_EXERCISE:_ Would you return the material below exactly, with no line left out?

_MATERIAL SUPPLIED:_
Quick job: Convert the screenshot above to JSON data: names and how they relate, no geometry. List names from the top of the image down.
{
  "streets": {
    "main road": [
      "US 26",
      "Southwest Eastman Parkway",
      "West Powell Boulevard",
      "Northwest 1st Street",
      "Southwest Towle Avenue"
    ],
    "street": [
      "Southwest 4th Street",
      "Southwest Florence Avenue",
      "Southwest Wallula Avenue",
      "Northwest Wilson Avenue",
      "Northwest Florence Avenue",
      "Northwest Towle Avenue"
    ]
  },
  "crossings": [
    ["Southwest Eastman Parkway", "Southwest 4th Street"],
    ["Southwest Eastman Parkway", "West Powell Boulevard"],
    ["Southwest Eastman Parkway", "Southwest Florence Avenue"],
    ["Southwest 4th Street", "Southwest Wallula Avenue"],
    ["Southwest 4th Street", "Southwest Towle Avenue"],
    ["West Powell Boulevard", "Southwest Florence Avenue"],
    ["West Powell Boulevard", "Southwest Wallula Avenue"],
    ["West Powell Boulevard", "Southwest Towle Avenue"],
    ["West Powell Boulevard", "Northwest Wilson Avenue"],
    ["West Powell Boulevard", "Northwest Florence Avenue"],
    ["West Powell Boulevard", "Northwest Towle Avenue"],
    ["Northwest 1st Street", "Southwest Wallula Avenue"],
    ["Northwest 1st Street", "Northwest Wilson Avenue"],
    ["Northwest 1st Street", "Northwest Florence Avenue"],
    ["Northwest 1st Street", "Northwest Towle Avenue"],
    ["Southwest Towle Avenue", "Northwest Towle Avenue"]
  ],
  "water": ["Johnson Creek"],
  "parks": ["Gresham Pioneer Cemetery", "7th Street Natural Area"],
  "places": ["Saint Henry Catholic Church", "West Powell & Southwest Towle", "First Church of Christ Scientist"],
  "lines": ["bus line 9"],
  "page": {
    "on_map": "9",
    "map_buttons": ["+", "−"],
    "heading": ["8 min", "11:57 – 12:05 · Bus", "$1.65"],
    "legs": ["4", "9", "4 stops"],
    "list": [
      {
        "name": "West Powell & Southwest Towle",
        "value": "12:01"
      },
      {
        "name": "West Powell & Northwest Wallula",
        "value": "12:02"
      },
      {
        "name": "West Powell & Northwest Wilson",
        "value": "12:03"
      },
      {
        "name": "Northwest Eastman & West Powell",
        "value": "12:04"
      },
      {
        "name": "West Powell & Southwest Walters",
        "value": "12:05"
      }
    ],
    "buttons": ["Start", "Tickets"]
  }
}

_EXPECTED ANSWER:_
Quick job: Convert the screenshot above to JSON data: names and how they relate, no geometry. List names from the top of the image down.
{
  "streets": {
    "main road": [
      "US 26",
      "Southwest Eastman Parkway",
      "West Powell Boulevard",
      "Northwest 1st Street",
      "Southwest Towle Avenue"
    ],
    "street": [
      "Southwest 4th Street",
      "Southwest Florence Avenue",
      "Southwest Wallula Avenue",
      "Northwest Wilson Avenue",
      "Northwest Florence Avenue",
      "Northwest Towle Avenue"
    ]
  },
  "crossings": [
    ["Southwest Eastman Parkway", "Southwest 4th Street"],
    ["Southwest Eastman Parkway", "West Powell Boulevard"],
    ["Southwest Eastman Parkway", "Southwest Florence Avenue"],
    ["Southwest 4th Street", "Southwest Wallula Avenue"],
    ["Southwest 4th Street", "Southwest Towle Avenue"],
    ["West Powell Boulevard", "Southwest Florence Avenue"],
    ["West Powell Boulevard", "Southwest Wallula Avenue"],
    ["West Powell Boulevard", "Southwest Towle Avenue"],
    ["West Powell Boulevard", "Northwest Wilson Avenue"],
    ["West Powell Boulevard", "Northwest Florence Avenue"],
    ["West Powell Boulevard", "Northwest Towle Avenue"],
    ["Northwest 1st Street", "Southwest Wallula Avenue"],
    ["Northwest 1st Street", "Northwest Wilson Avenue"],
    ["Northwest 1st Street", "Northwest Florence Avenue"],
    ["Northwest 1st Street", "Northwest Towle Avenue"],
    ["Southwest Towle Avenue", "Northwest Towle Avenue"]
  ],
  "water": ["Johnson Creek"],
  "parks": ["Gresham Pioneer Cemetery", "7th Street Natural Area"],
  "places": ["Saint Henry Catholic Church", "West Powell & Southwest Towle", "First Church of Christ Scientist"],
  "lines": ["bus line 9"],
  "page": {
    "on_map": "9",
    "map_buttons": ["+", "−"],
    "heading": ["8 min", "11:57 – 12:05 · Bus", "$1.65"],
    "legs": ["4", "9", "4 stops"],
    "list": [
      {
        "name": "West Powell & Southwest Towle",
        "value": "12:01"
      },
      {
        "name": "West Powell & Northwest Wallula",
        "value": "12:02"
      },
      {
        "name": "West Powell & Northwest Wilson",
        "value": "12:03"
      },
      {
        "name": "Northwest Eastman & West Powell",
        "value": "12:04"
      },
      {
        "name": "West Powell & Southwest Walters",
        "value": "12:05"
      }
    ],
    "buttons": ["Start", "Tickets"]
  }
}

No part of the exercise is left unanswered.